Chemical genetics can be used to develop and deploy new bio-pesticides that are both environmentally friendly and more importantly, specific to the pathogen to be controlled. Chemical genetics is based on the ability of small chemical compounds to bind to biological molecules and alter their function. We developed a high throughput screening strategy and have identified eight families of compounds that mitigated Fusarium growth and interfered with DON production. One compound, Antofine, isolated from a plant species Vincetoxicum rossicum, showed in greenhouse studies approximately a 40% reduction in FHB symptoms on wheat heads when sprayed with Antofine prior to Fusarium infection. By using yeast as a model organism, we have also identified six target genes of Antofine in Fusarium. Since these genes are responsible for fungal growth, it will enable us to develop a designer cocktail suitable to combat FHB and other fungal-caused diseases and reduce mycotoxin contamination.

Final Results:

The fungal target of Antofine was identified as RRD1, part of the Target of Rapamycin (TOR) pathway in Yeast and Fusarium (Mogg et al., 2019). In addition to Antofine, nine compounds belonging to eight distinct chemical families were identified. TOR is an important pathway conserved in all eukaryotes and, as such, nine compounds representing from each chemical family group were studied for their interaction with the TOR pathway. Ongoing studies may uncover additional inhibitors of the TOR pathway, which will be pursued for commercial potential.

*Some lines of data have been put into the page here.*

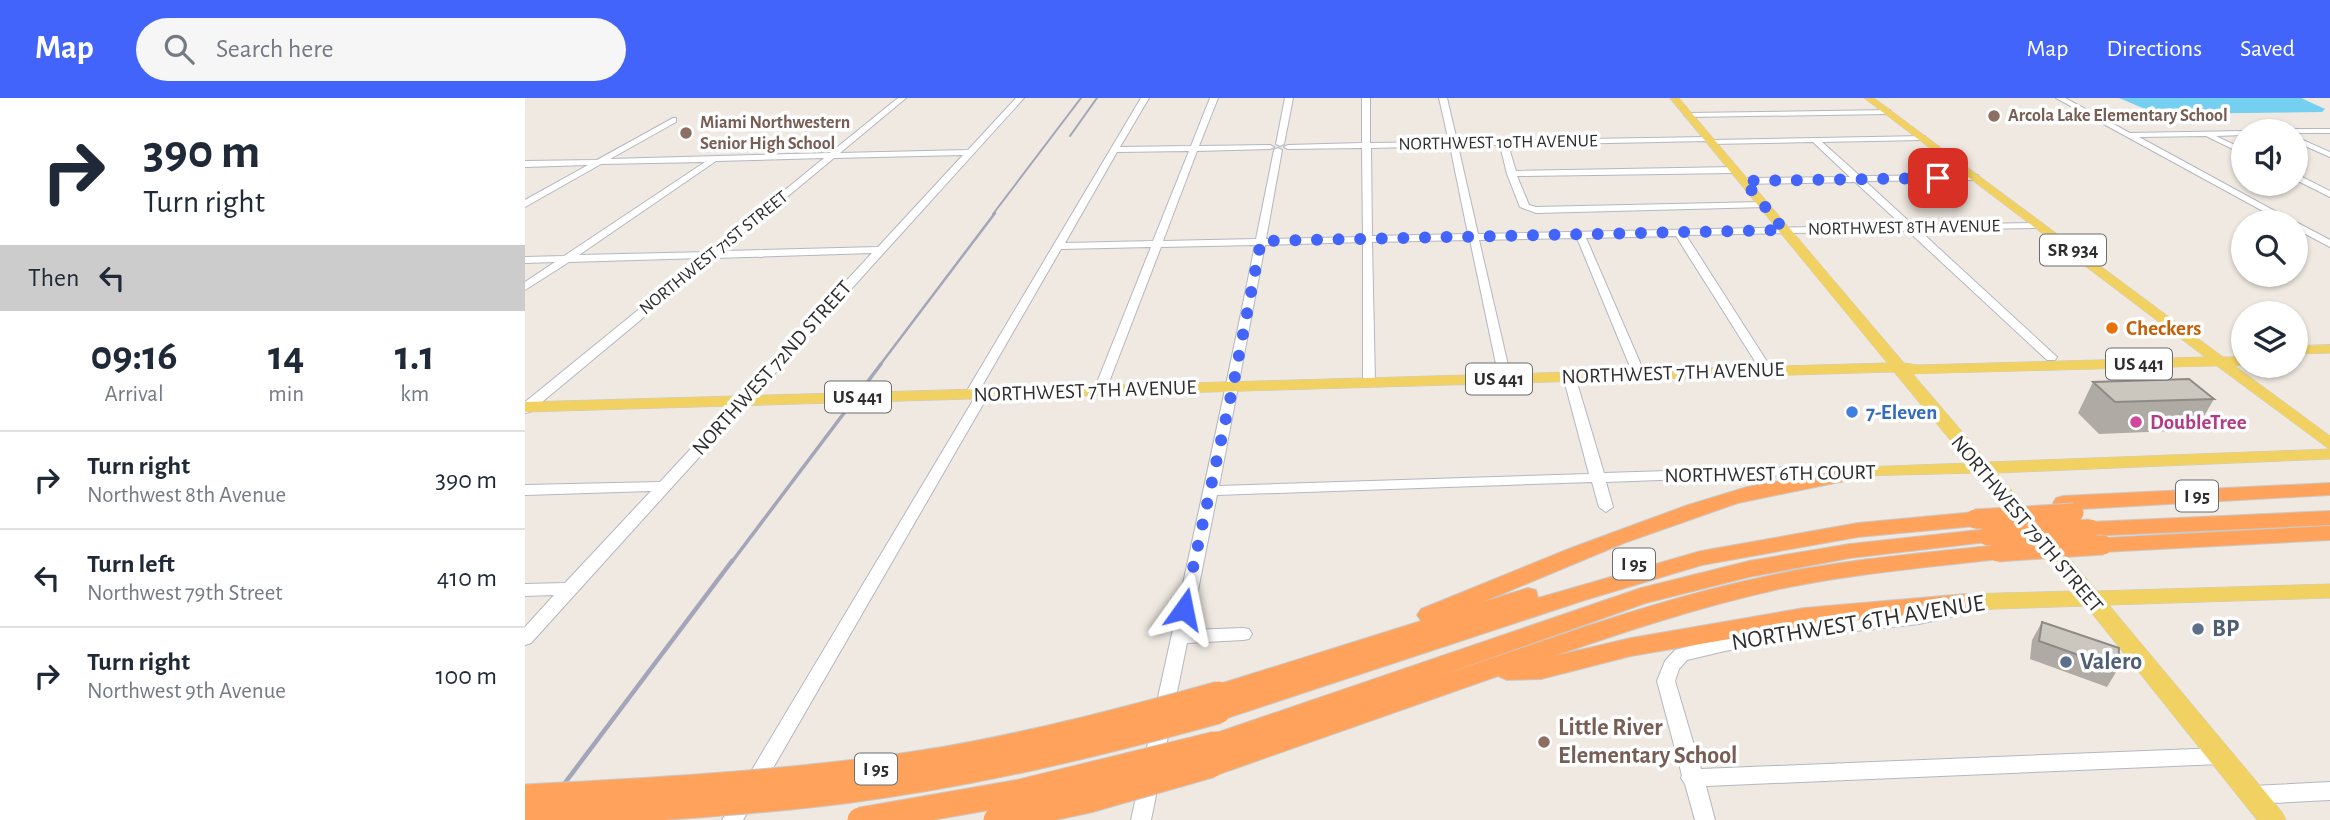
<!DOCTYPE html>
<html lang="en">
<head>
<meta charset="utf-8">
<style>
  :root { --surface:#fff; --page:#f6f6f7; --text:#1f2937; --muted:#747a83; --line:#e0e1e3; --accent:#4264fb }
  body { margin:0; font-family:"Alegreya Sans",sans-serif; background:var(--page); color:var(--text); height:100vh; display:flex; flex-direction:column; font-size:26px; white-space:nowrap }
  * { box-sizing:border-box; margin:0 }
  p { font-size:23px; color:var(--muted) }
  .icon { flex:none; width:38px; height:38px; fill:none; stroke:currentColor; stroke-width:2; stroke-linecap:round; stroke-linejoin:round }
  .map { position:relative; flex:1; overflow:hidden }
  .panel { display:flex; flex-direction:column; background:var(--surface); width:525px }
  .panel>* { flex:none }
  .guide { background:#fff; color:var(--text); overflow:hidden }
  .fabs { position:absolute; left:1706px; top:21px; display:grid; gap:14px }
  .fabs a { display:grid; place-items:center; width:77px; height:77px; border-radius:50%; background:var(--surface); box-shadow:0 2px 5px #0004; font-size:35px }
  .pin { position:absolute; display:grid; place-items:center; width:60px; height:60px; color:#fff; margin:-30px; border-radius:14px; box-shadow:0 4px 10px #0006 }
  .me { position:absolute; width:77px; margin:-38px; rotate:12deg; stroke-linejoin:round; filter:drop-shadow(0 0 5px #0008) }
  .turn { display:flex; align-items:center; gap:24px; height:147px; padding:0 28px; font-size:32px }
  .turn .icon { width:91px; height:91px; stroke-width:2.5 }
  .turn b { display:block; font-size:49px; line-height:60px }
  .then { display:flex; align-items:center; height:66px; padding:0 28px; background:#0003; gap:14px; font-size:26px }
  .eta { display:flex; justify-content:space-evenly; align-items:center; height:119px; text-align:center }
  .eta b { font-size:42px; font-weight:600; line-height:49px }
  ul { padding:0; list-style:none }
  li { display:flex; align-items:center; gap:21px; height:98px; padding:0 28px; border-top:2px solid var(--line) }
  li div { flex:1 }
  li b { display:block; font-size:26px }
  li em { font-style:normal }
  header { display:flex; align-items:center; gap:42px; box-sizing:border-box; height:98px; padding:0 35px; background:var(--accent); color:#fff }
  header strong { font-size:33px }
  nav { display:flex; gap:38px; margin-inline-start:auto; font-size:24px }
  .search { width:490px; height:63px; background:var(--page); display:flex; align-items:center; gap:18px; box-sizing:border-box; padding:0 24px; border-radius:38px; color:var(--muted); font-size:26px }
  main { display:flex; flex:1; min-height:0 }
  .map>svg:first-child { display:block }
  .water { fill:#75cff0 }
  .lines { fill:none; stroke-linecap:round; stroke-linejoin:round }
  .minor-casing { stroke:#b4b7c1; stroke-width:2 }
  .major-casing { stroke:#c9c9c9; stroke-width:1 }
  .highway-casing { stroke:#c9c9c9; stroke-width:2 }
  .minor { fill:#fff; fill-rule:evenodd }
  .major { fill:#f2d163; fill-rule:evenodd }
  .highway { fill:#ffa35c; fill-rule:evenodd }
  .rail-far3 { stroke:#a3a6b8; stroke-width:2 }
  .rail-far2 { stroke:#a3a6b8; stroke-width:2.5 }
  .rail-far1 { stroke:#a3a6b8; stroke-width:3.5 }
  .rail { stroke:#a3a6b8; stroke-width:4.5 }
  .highway-bridge-far1-casing { stroke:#c9c9c9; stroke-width:21; stroke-linecap:butt }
  .highway-bridge-casing { stroke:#c9c9c9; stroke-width:27; stroke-linecap:butt }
  .highway-bridge-far1 { stroke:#ffa35c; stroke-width:19 }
  .highway-bridge { stroke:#ffa35c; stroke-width:25 }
  .wall { fill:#afaba4 }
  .building { fill:#cbc7bf; stroke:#8e8b86; stroke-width:2 }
  .route { stroke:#4264fb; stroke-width:12; stroke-dasharray:0 21.6 }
  .education-dot { fill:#8d6e63; stroke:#fff; stroke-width:2.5 }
  .food-dot { fill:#e8710a; stroke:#fff; stroke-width:2.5 }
  .shop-dot { fill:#3f7fe0; stroke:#fff; stroke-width:2.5 }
  .hotel-dot { fill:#d1479c; stroke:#fff; stroke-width:2.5 }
  .service-dot { fill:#5c6f8a; stroke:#fff; stroke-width:2.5 }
  .labels { text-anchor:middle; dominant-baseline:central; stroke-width:7; stroke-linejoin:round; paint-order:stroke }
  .far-education-label { font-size:18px; font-weight:bold; fill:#785e54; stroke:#fff; text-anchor:start }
  .far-street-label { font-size:18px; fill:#2e2e2e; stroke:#fff }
  .shield { fill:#fff; stroke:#6d6d6d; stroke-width:2 }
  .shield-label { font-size:19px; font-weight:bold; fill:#2e2e2e }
  .food-label { font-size:21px; font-weight:bold; fill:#c56008; stroke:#fff; text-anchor:start }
  .street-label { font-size:21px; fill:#2e2e2e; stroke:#fff }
  .shop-label { font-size:21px; font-weight:bold; fill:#366cbe; stroke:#fff; text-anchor:start }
  .hotel-label { font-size:21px; font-weight:bold; fill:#b23c85; stroke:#fff; text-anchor:start }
  .near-street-label { font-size:24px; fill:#2e2e2e; stroke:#fff }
  .near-service-label { font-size:24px; font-weight:bold; fill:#4e5e75; stroke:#fff; text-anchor:start }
  .near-education-label { font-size:24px; font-weight:bold; fill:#785e54; stroke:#fff; text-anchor:start }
</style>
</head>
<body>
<header>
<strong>Map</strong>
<div class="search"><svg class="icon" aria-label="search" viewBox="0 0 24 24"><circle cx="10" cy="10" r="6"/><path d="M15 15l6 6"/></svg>Search here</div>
<nav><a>Map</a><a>Directions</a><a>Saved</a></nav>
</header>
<main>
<section class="panel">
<div class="guide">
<div class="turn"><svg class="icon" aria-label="right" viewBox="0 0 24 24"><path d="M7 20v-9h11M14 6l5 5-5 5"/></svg><div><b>390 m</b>Turn right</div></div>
<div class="then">Then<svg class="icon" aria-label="left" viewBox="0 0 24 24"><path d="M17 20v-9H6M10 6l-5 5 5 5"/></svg></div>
</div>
<div class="eta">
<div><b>09:16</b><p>Arrival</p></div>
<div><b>14</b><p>min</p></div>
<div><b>1.1</b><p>km</p></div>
</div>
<ul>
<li><svg class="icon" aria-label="right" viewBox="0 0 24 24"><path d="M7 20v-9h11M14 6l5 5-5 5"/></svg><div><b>Turn right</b><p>Northwest 8th Avenue</p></div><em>390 m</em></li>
<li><svg class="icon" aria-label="left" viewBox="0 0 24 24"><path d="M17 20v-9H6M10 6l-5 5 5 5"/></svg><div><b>Turn left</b><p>Northwest 79th Street</p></div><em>410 m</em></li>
<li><svg class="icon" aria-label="right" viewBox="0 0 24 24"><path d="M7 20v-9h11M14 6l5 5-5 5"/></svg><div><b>Turn right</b><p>Northwest 9th Avenue</p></div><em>100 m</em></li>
</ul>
</section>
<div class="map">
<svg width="1805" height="722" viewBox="0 0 1805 722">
  <rect width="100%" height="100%" fill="#efe9e1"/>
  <path class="water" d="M1594 0H1776L1800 11 1797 14 1632 16Z"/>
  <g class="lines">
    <defs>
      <path id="minor" d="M373 0H381L315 55 443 52 491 0H499L6 545 0 547V529L29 497 0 498V486L40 485 126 393 0 397V387L135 384 347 155 190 160 5 314 0 315V304L177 160 44 164 0 192V184L30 164 0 165V159L39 158 180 64 76 66 0 109V102L63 67 0 69V63L72 62 148 20H151V24L85 61 305 55ZM438 57 353 149 197 153 309 60ZM299 60 184 154 54 157 191 63Z
        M616 0H624L595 49 666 48 685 0H693L674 48 745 47 749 49 745 51 672 53 638 143 731 141 749 52 753 50 757 52 741 141 838 139 837 50 763 51 759 49 763 47 837 45V0H845V45L924 44 914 0H922L932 43 1183 39 1187 42 1400 38V42H1397L1297 44 1335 78 1453 77 1454 79 1450 82 1340 83 1388 127 1516 125 1518 127 1513 130 1394 132 1532 259 1530 262H1522L1383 133 1161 137 1248 273 1246 276H1238L1151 138 1061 140 1120 276 1114 280 1108 276 1052 140 954 142 986 280 980 284 974 280 945 142 847 144 850 284 844 288 838 284V144L740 147 694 388 1064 376 1038 278 1044 274 1050 278 1079 375 1272 369 1324 370 1331 374 1324 378 1272 377 1081 384 1088 409 1081 414 1074 409 1067 384 692 397 665 532 718 530 724 531 727 536 724 541 718 542 662 545 626 722H606C648 530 691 340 730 147L636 149 581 292 575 296 569 292 626 149 536 151 454 293H463L464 296 218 722H197L450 299H441L440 296ZM1182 43 1186 46 1288 44 1325 79 1218 80 1214 83 1218 86 1330 84 1377 127 953 136 933 48 975 47 982 76 995 109 1011 115 1241 109 1243 107 1238 104 1011 109 1004 107 992 78 1209 75 1213 72 1209 69 991 73 983 47ZM925 48 943 136 847 138 846 50ZM664 53 628 143 540 145 592 54Z
        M760 0H768L759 46 755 48 751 46Z
        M1531 0H1540L1605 35 1718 33H1720L1718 37 1691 38 1718 51V56L1681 38 1614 39 1770 124H1758Z
        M1365 12 1366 14 1362 16 1163 19 1159 17 1163 15Z
        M1771 31H1805V35H1771V33H1767Z
        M1771 39 1805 54V59L1771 44Z
        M1771 76 1805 93V99L1771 82Z
        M1771 124 1805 142V149L1771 131Z
        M1441 498 1447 500 1449 504 1435 517 1394 526 1276 539 1200 553 1162 562 1154 571 1150 583 1176 671 1695 650 1702 652 1705 658 1702 664 1695 666 1181 688 1190 722H1170L1160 686 1156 680 1157 677 1132 583 1140 563 1150 552 1200 539 1276 527 1394 514 1424 508Z
        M1805 684V702L1727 706 1720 703 1717 697 1720 691 1727 688Z"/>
      <path id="major" d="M1145 0H1154L1379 265 1393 267 1680 259 1339 0H1349L1698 259H1718V267L1710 268 1805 338V361L1472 375 1572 493 1805 486V500L1584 507 1757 714 1761 722H1732L1561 508 1441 512 1434 509 1431 504 1434 499 1441 496 1549 493 1453 375 1331 378 1328 374 1331 370 1337 369 1444 365 1369 274 0 314V304L1362 265ZM1692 268 1804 351 1463 364 1388 276Z
        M1805 247V255L1771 256V248Z"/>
      <path id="highway" d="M1337 368 1344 370 1347 374 1344 378 1213 405 1099 445 958 504 1003 490 1011 492 1013 500 1176 453 1333 425 1450 414 1457 416 1460 421 1457 426 1450 428 1333 439 1177 467 1060 502 693 623 684 620 680 613 684 606 688 604 681 596 685 589 896 523 892 517 896 511 1046 450 1160 408 1222 389Z
        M1805 385V397L1538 412 1531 410 1528 405 1531 400 1538 398Z
        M1805 413V427L1565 438 1558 436 1554 431 1558 426 1565 424Z
        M1805 428V442L1578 454 1570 452 1567 447 1570 442 1578 440Z
        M1463 431 1471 433 1474 438 1471 443 1325 460 1224 479 1121 505 906 581C1019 543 1133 500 1252 476 1325 461 1399 455 1473 447L1481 449 1484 454 1481 459 1473 461C1398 470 1323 476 1250 492 1174 509 1102 533 1029 558L1106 540 1279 510 1441 496 1449 498 1452 504 1449 510 1279 528 1106 558 1016 581 982 582 973 578 686 679 676 675 672 667 676 659 686 655 682 654 678 646 682 638 1116 490 1224 463 1325 446Z"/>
    </defs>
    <use href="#minor" class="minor-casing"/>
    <use href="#major" class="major-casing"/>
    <use href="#highway" class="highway-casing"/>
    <use href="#minor" class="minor"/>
    <use href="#major" class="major"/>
    <use href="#highway" class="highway"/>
    <path class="rail-far3" d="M545 38 572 0
      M468 116 556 0"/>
    <path class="rail-far2" d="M355 267 470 115"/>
    <path class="rail-far1" d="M206 465 356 266"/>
    <path class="rail" d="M12 722 207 463"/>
    <defs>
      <path id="highway-bridge-far1" d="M1450 421 1549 415
        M1463 438 1565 431
        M1473 454 1578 447"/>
      <path id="highway-bridge" d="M0 699C141 692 282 684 421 661 513 645 604 621 694 596
        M0 717C106 712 213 706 318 693 445 677 570 647 693 613
        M335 722 495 694 691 646
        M471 722 564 702 686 667"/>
    </defs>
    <use href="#highway-bridge-far1" class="highway-bridge-far1-casing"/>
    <use href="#highway-bridge" class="highway-bridge-casing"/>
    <use href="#highway-bridge-far1" class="highway-bridge-far1"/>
    <use href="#highway-bridge" class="highway-bridge"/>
  </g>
  <path class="wall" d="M1568 284 1689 301 1671 332 1574 336 1553 315Z
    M1517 524 1593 571 1582 589 1505 561 1507 542Z"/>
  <path class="building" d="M1664 281 1689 301 1590 304 1568 284Z
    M1517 524 1594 550 1593 571 1514 543Z"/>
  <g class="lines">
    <path class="route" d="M659 511 708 288 736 143 1259 132 1219 83 1413 80"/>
  </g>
  <g class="education-dot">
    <circle cx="1469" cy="18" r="7"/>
    <circle cx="161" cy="35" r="7"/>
    <circle cx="1019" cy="644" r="7"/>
  </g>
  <circle class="food-dot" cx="1587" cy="230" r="7"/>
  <circle class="shop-dot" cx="1327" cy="314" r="7"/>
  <circle class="hotel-dot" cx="1611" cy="324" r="7"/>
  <g class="service-dot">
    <circle cx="1673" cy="531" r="7"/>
    <circle cx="1541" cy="564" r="7"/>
  </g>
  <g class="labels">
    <g class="far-education-label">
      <text x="1483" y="18">Arcola Lake Elementary School</text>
      <text x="175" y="25">Miami Northwestern<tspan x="175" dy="21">Senior High School</tspan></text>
    </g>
    <g class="far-street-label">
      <text transform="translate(973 45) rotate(-1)">NORTHWEST 10TH AVENUE</text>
      <text transform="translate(1379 130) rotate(-1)">NORTHWEST 8TH AVENUE</text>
      <text transform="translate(189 155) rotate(-39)">NORTHWEST 71ST STREET</text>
    </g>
    <g class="shield">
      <rect x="1515" y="136.5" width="66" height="31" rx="5"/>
      <rect x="1581" y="250.5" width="66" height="31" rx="5"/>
      <rect x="941" y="265.5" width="66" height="31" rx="5"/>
      <rect x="300" y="283.5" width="66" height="31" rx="5"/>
      <rect x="1651" y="382.5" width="42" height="31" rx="5"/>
      <rect x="1088" y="450.5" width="42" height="31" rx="5"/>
      <rect x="330" y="655.5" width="42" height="31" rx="5"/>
    </g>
    <g class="shield-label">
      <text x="1548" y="152">SR 934</text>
      <text x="1614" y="266">US 441</text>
      <text x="974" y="281">US 441</text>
      <text x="333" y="299">US 441</text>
      <text x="1672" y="398">I 95</text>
      <text x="1109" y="466">I 95</text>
      <text x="351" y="671">I 95</text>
    </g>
    <g class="food-label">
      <text x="1601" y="230">Checkers</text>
    </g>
    <g class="street-label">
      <text transform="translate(247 270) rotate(-48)">NORTHWEST 72ND STREET</text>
      <text transform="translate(1148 275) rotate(-2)">NORTHWEST 7TH AVENUE</text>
      <text transform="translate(560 293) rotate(-2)">NORTHWEST 7TH AVENUE</text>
      <text transform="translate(1245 376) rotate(-1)">NORTHWEST 6TH COURT</text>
      <text transform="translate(1502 426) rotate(50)">NORTHWEST 79TH STREET</text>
    </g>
    <g class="shop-label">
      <text x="1341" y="314">7-Eleven</text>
    </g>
    <g class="hotel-label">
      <text x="1625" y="324">DoubleTree</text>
    </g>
    <g class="near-street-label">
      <text transform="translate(1333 525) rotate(-9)">NORTHWEST 6TH AVENUE</text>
    </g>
    <g class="near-service-label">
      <text x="1687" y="531">BP</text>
      <text x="1555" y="564">Valero</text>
    </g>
    <g class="near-education-label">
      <text x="1033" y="630">Little River<tspan x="1033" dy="28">Elementary School</tspan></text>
    </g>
  </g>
</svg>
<div class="fabs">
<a><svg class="icon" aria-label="sound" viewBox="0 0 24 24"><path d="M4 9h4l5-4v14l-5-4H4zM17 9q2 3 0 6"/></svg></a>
<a><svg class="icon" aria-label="search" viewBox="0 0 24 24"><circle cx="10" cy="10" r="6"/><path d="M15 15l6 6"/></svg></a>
<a><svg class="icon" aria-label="layers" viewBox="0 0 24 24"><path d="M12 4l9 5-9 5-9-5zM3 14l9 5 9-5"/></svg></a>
</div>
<div class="pin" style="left:1413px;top:80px;background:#d93025"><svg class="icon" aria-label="arrive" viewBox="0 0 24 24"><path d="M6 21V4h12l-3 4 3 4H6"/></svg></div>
<svg class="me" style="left:659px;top:511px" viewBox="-20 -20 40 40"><path d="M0-17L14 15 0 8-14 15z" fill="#4264fb" stroke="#fff" stroke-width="4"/></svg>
</div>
</main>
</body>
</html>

A screen of ~600 compounds resulted in 23 hits that resulted in inhibition of Tri5 expression. A follow-up validation screen with the same 23 compounds resulted in the identification of three compounds that showed changes in DON production without having any effect on Fusarium growth. This indicated that these compounds may function as adjuvant molecules. That is, they may augment the activity of fungicides.

Identification of adjuvant molecules resulted in a joint collaboration with two companies (Vive and Arysta) and a collaborative project has been funded within the Canadian Agricultural Partnership Bioproducts Cluster.

Preliminary experiments are being undertaken by Vive Crop Protection to assess suitability of lead candidates for micro-formulation with their allosperse proprietary encapsulation technology. Initial materials will be provided by ORDC scientists. Allosperse technology works by encapsulating active ingredients in a cross-linked acrylic copolymer structure. Following preliminary assessment, micro-formulation of adjuvants will be carried out for in planta efficacy testing.

External Funding Partners:

Growing Forward 2’s Agri Innovation Program (AIP).

This project was funded in part through Growing Forward 2, a federal-provincial-territorial initiative.

Project Related Publications:

Mogg C, Bonner C, Wang L, Schernthaner J, Smith M, Desveaux D, Subramaniam, R. 2019. Genomic identification of the TOR signaling pathway as a target of the plant alkaloid Antofine in the phytopathogen Fusarium graminearum. mBio DOI: 10.1128/mBio.00792-19.